The Count’s shortcomings may be the product of too many pints of bitter at The Shoulder of Mutton, but those of Jack Cardiff (Robert Lindsay) – the Oscar-winning cinematographer of Black Narcissus whose job, as he saw it, was to “flatter” his female stars through a combination of light, angle and the “ingenious prism” of a Technicolor camera – are down to dementia.

And the theme of loss is very much at the heart of the play and each its characters. The loss of a golden age of cinema and the legends who (courtesy of Cardiff) lit up our screens such as Humphrey Bogart, Lauren Bacall and Katharine Hepburn. All three of whom make an enchanting guest appearance at the start of the second act.

And on a more personal level, the loss of a child, the loss of a parent, the loss of a lover and, ultimately, the loss of self. And in the case of Cardiff’s son Mason (Oliver Hembrough), the loss of a lucrative dream as he tries to cajole his father into finishing his memoir so that he can step out of his shadow and have a crack at adapting it for the screen.

But what troubles Cardiff the most – apart from his unrequited love for Hepburn, brought to life in a beautiful economy of “verbal and emotional” exchanges between Lindsay and Tara Fitzgerald (who also plays his “hippy strumpet” wife Nicola) – is not death or dying, but the loss of his sight which was so integral to his career as a cinematographer and later director of “three very fine” and “eleven piss poor” movies.

Given the subject matter, you’d be forgiven for reaching for a razor. Or Cardiff’s drink of choice, a scotch and soda. But Johnson’s script is hugely entertaining thanks to a liberal sprinkling of twinkly-eyed one-liners (“I’ll just shake a few dew drops off the lily”) which are counterbalanced by a litany of Wildean epigrams, knowingly referenced by Nicola as “another fucking life metaphor”.

Lindsay is the star draw (the play was, after all, written with him in mind) and his commanding performance is worthy of such an accolade. Though his fellow cast members are equally impressive, particularly Victoria Blunt who glides effortlessly from Cardiff’s slow-thinking and even slower-typing carer-cum-PA Lucy to the hot-to-trot Lauren Bacall (“I need the kind of nap I need help with”) and the shimmering Marilyn Monroe who is said to have described Cardiff as “the best in the world”.

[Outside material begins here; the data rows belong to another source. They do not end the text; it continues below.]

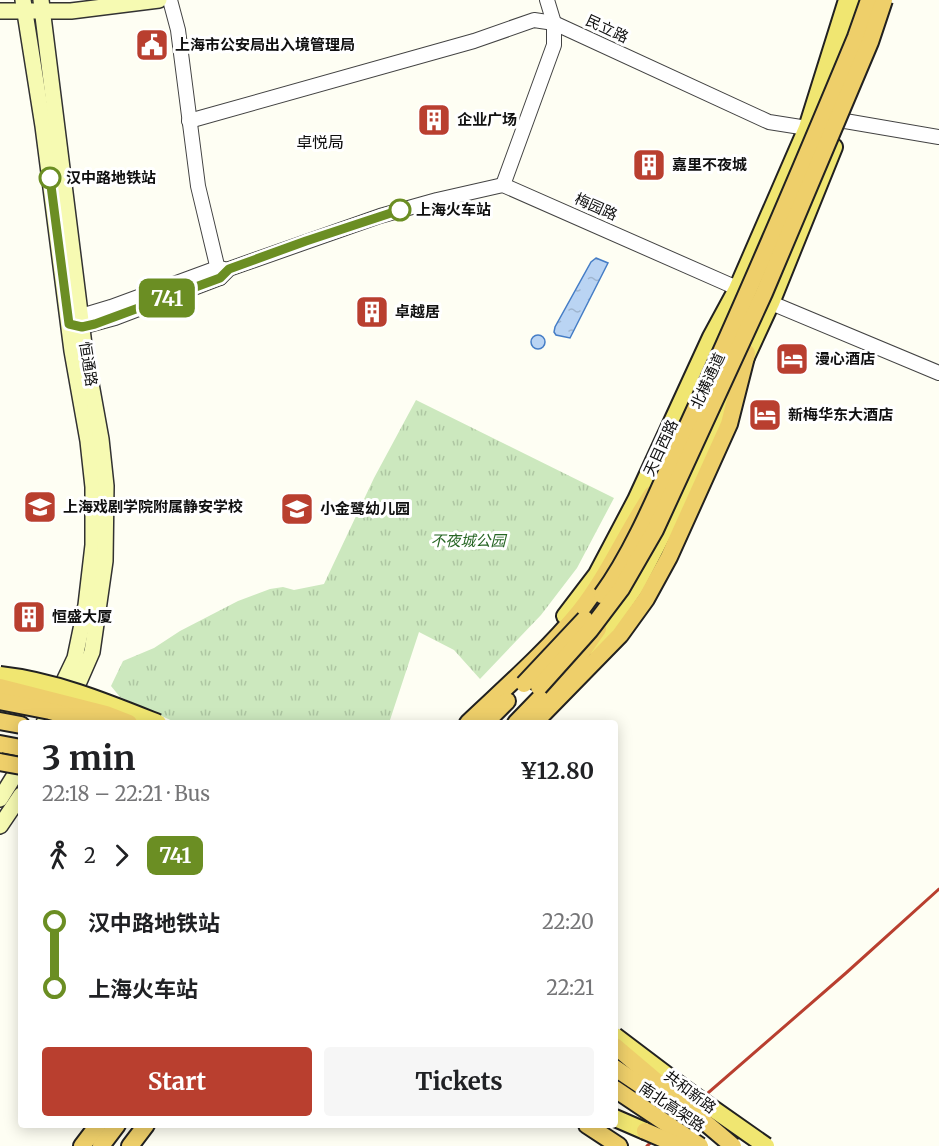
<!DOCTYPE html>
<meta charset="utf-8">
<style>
body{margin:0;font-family:Merriweather,"Noto Sans SC",serif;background:#f6f6f6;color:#202124;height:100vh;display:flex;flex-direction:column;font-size:22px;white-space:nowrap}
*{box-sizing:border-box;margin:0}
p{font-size:20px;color:#757577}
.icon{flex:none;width:33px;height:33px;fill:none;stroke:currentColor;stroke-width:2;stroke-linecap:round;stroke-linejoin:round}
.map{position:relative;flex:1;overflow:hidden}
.sheet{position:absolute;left:18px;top:720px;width:600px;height:408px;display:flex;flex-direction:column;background:#fff;border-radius:6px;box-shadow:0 3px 15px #0003}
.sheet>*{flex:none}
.badge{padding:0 12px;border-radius:9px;font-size:21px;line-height:39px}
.map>.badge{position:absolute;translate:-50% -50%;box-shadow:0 0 0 3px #fff}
.legs{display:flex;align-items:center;gap:9px;height:66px;padding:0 24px;font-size:20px}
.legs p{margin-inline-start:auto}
.summary{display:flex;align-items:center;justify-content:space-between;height:102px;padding:0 24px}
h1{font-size:33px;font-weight:700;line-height:45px}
.primary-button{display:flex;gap:12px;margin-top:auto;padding:12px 24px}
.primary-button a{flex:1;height:69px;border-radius:6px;background:#b93f2f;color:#fff;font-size:24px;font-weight:700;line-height:69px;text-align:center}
.primary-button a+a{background:#f6f6f6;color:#202124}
ul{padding:0 24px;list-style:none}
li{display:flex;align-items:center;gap:21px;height:66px;font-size:22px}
li i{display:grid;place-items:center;width:9px;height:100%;margin:0 8px;background:currentColor}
li i::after{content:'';width:15px;height:15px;margin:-8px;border:4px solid;border-radius:50%;background:#fff}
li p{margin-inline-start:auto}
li:first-child i{background:linear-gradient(#0000 50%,currentColor 0)}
li:last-child i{background:linear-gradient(currentColor 50%,#0000 0)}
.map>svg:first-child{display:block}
.park{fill:url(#park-tufts)}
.water{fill:url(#water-ripples);stroke:#457dc6;stroke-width:1.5}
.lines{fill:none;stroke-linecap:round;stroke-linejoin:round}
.tertiary-casing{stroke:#434343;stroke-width:16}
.secondary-casing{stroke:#323232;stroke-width:18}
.primary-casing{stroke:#212121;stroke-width:20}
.trunk-casing{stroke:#212121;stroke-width:20}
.tertiary{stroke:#fff;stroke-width:14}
.secondary{stroke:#f6fab2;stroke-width:15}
.primary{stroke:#f0e671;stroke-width:16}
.trunk{stroke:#eecf6a;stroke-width:16}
.rail{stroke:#b93f2f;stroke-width:3}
.primary-bridge-casing{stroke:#212121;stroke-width:20;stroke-linecap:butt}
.trunk-bridge-casing{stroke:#212121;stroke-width:20;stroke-linecap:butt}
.primary-bridge{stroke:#f0e671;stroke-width:16}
.trunk-bridge{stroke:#eecf6a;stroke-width:16}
.line-1-casing{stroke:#fff;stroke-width:14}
.line-1{stroke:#6b8e23;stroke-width:9}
.stop-1-dot{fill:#fff;stroke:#6b8e23;stroke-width:3}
.labels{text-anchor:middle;stroke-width:6;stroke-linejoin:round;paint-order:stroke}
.street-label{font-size:15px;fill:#101010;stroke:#fff}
.poi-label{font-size:15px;font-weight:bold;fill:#101010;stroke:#fff;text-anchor:start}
.stop-label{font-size:15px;font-weight:bold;fill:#101010;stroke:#fff;text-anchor:start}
.park-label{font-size:15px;font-style:italic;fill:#266523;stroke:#fff}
.neighbourhood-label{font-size:16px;fill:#101010;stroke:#fff}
</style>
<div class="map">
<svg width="939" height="1146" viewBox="0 0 939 1146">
<defs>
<pattern id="park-tufts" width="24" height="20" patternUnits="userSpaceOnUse" patternTransform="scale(1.5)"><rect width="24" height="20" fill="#cce8be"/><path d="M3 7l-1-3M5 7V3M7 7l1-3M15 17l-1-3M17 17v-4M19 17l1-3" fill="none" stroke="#aec6a2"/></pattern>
<pattern id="water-ripples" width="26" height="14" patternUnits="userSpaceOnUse" patternTransform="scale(1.5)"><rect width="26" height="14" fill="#bad4f3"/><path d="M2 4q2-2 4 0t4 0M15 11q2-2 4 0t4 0" fill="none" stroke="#9fb5cf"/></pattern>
</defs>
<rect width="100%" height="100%" fill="#fefef3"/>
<polygon class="park" points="416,400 614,498 577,568 541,615 480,679 454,650 419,632 389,723 177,723 120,697 111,686 123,661 154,648 180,631 238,601 270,589 283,587 294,590 324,584 374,478"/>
<g class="water">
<polygon points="596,258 608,263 570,338 556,335 554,332 555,327 591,262"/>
<circle cx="538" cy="342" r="7"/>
</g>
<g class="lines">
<defs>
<g id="tertiary">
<polyline points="170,0 178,30 198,186 220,278"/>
<polyline points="189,121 474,41 534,20 554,23 769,122 807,128 845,121 939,137"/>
<polyline points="503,185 554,45 554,23 547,0"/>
<polyline points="764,300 939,373"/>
<polyline points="73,321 81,316 111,307 217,268 224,269"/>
<polyline points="72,325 82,327 115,318 220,278 229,269 380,216 437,200 503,185 746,292"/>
</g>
<g id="secondary">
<polyline points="23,0 43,126 72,351 88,441 93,487 93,545 86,605 75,658 44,723"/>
<polyline points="41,0 84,345 101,439 106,486 105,561 92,652 61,723"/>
<polyline points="0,11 71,11 159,0"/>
<polyline points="0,799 21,765"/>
<polyline points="0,826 21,795"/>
</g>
<g id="primary">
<polyline points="841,55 860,0"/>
<polyline points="565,616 597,574 636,500 711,337 737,289 807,128 847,0"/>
<polyline points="594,647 636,586 679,502 771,303 834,147"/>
<polyline points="615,1057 621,1065 615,1079"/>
<polyline points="615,1118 645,1131"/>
</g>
<g id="trunk">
<polyline points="0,721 21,725"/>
<path d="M 468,723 C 506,687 546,652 579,612 C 608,576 626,532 652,494"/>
<polyline points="485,723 507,701"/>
<polyline points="516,723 576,661 598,629"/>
<polyline points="534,723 620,635 646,599 669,557 729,424 747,353"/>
<polyline points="0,744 21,748"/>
<polyline points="587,1125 619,1146"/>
<polyline points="82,1146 98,1125"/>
<polyline points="101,1146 117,1125"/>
<polyline points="130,1146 146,1125"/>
</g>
</defs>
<use href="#tertiary" class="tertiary-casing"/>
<use href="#secondary" class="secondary-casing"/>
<use href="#primary" class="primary-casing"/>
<use href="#trunk" class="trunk-casing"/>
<use href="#tertiary" class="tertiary"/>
<use href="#secondary" class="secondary"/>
<use href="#primary" class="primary"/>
<use href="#trunk" class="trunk"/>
<polyline class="rail" points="647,1146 846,973 939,889"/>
<defs>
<g id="primary-bridge">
<path d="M 0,675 C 55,681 108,703 158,723"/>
<polyline points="615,1036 689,1092 766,1146"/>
</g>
<g id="trunk-bridge">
<path d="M 602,595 C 637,547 663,479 688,425 C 747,297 802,167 856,37 L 869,0"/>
<polyline points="524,684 585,619"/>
<polyline points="0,687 106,714 129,723"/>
<polyline points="539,687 590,630 621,589 655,530 764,293 870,42 884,0"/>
<polyline points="0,701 50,711 94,723"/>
<polyline points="0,762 21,766"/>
<polyline points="615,1046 733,1146"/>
<polyline points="615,1068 677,1110"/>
<polyline points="615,1089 700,1146"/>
<polyline points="645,1131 680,1146"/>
</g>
</defs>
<use href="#primary-bridge" class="primary-bridge-casing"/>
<use href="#trunk-bridge" class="trunk-bridge-casing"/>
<use href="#primary-bridge" class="primary-bridge"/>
<use href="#trunk-bridge" class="trunk-bridge"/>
</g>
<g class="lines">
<defs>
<polyline id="line-1" points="50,178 69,324 82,327 95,324 220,278 229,269 306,241 400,210"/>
</defs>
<use href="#line-1" class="line-1-casing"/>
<use href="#line-1" class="line-1"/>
</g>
<defs>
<symbol id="civic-square" viewBox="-11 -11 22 22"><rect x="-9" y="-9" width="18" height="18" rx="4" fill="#b93f2f" stroke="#fff"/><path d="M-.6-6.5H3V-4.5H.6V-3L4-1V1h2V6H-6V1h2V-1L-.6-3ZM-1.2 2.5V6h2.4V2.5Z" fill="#fff"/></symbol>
<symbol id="building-square" viewBox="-11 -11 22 22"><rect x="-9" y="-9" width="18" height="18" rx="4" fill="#b93f2f" stroke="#fff"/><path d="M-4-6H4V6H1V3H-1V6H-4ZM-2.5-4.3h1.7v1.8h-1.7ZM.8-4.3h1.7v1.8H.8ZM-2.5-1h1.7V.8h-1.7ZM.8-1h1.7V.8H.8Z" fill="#fff"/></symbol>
<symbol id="hotel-square" viewBox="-11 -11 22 22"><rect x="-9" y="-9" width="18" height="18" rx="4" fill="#b93f2f" stroke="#fff"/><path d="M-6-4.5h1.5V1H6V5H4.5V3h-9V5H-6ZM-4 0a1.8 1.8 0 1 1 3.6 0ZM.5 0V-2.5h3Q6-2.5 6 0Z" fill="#fff"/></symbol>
<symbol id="school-square" viewBox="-11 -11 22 22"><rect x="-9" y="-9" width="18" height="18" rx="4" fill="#b93f2f" stroke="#fff"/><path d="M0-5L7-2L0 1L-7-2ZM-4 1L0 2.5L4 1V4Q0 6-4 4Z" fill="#fff"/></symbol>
</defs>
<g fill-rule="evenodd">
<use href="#civic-square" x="133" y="26" width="38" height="38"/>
<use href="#building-square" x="415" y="101" width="38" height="38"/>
<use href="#building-square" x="630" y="146" width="38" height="38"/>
<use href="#building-square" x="353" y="293" width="38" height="38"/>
<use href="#hotel-square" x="773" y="340" width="38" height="38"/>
<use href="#hotel-square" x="746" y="396" width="38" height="38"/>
<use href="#school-square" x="21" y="488" width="38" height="38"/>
<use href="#school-square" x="278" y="490" width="38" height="38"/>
<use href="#building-square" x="10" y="598" width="38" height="38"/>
</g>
<g class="stop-1-dot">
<circle cx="50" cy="178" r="10"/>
<circle cx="400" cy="210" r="10"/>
</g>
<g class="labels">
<g class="street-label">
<text transform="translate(607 29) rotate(25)" y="5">民立路</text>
<text transform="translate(596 207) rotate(24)" y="5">梅园路</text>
<text transform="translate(88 364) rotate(81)" y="5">恒通路</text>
<text transform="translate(708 381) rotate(-65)" y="5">北横通道</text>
<text transform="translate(661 448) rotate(-65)" y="5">天目西路</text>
<text transform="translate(690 1092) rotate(37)" y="5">共和新路</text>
<text transform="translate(672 1107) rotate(34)" y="5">南北高架路</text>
</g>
<g class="poi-label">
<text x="175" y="50">上海市公安局出入境管理局</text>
<text x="457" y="125">企业广场</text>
<text x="672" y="170">嘉里不夜城</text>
<text x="395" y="317">卓越居</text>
<text x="815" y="364">漫心酒店</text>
<text x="788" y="420">新梅华东大酒店</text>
<text x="63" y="512">上海戏剧学院附属静安学校</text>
<text x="320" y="514">小金鹭幼儿园</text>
<text x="52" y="622">恒盛大厦</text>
</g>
<g class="stop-label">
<text x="66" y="183">汉中路地铁站</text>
<text x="416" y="215">上海火车站</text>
</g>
<g class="park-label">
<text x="468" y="546">不夜城公园</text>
</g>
<g class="neighbourhood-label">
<text x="320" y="148">卓悦局</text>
</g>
</g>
</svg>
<b class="badge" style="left:167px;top:298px;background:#6b8e23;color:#fff">741</b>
<section class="sheet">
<div class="summary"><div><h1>3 min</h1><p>22:18 – 22:21 · Bus</p></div><b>¥12.80</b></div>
<div class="legs"><svg class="icon" aria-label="walk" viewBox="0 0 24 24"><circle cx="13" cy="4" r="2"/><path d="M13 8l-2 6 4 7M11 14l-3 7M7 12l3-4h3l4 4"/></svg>2<svg class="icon" aria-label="forward" viewBox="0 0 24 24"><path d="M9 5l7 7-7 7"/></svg><b class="badge" style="background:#6b8e23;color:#fff">741</b></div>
<ul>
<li><i style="color:#6b8e23"></i><b>汉中路地铁站</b><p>22:20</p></li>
<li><i style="color:#6b8e23"></i><b>上海火车站</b><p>22:21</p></li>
</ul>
<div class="primary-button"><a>Start</a><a>Tickets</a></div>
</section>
</div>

Johnson’s touring production for Hampstead Theatre and Birmingham Repertory Theatre may not reach such giddy heights, but the dialogue sparkles like Cardiff’s prized prism and the structure is of an equally fine cut. As is the set by Tim Shortall (Rita, Sue and Bob Too) which together with the lighting of Ben Ormerod (The Duchess [of Malfi]) and video design of William Galloway transports us from a double garage in the sleepy village of Denham to the banks of the Congo on the set of The African Queen. As the dismissive chiropodist said to a foul-smelling customer: No mean feat!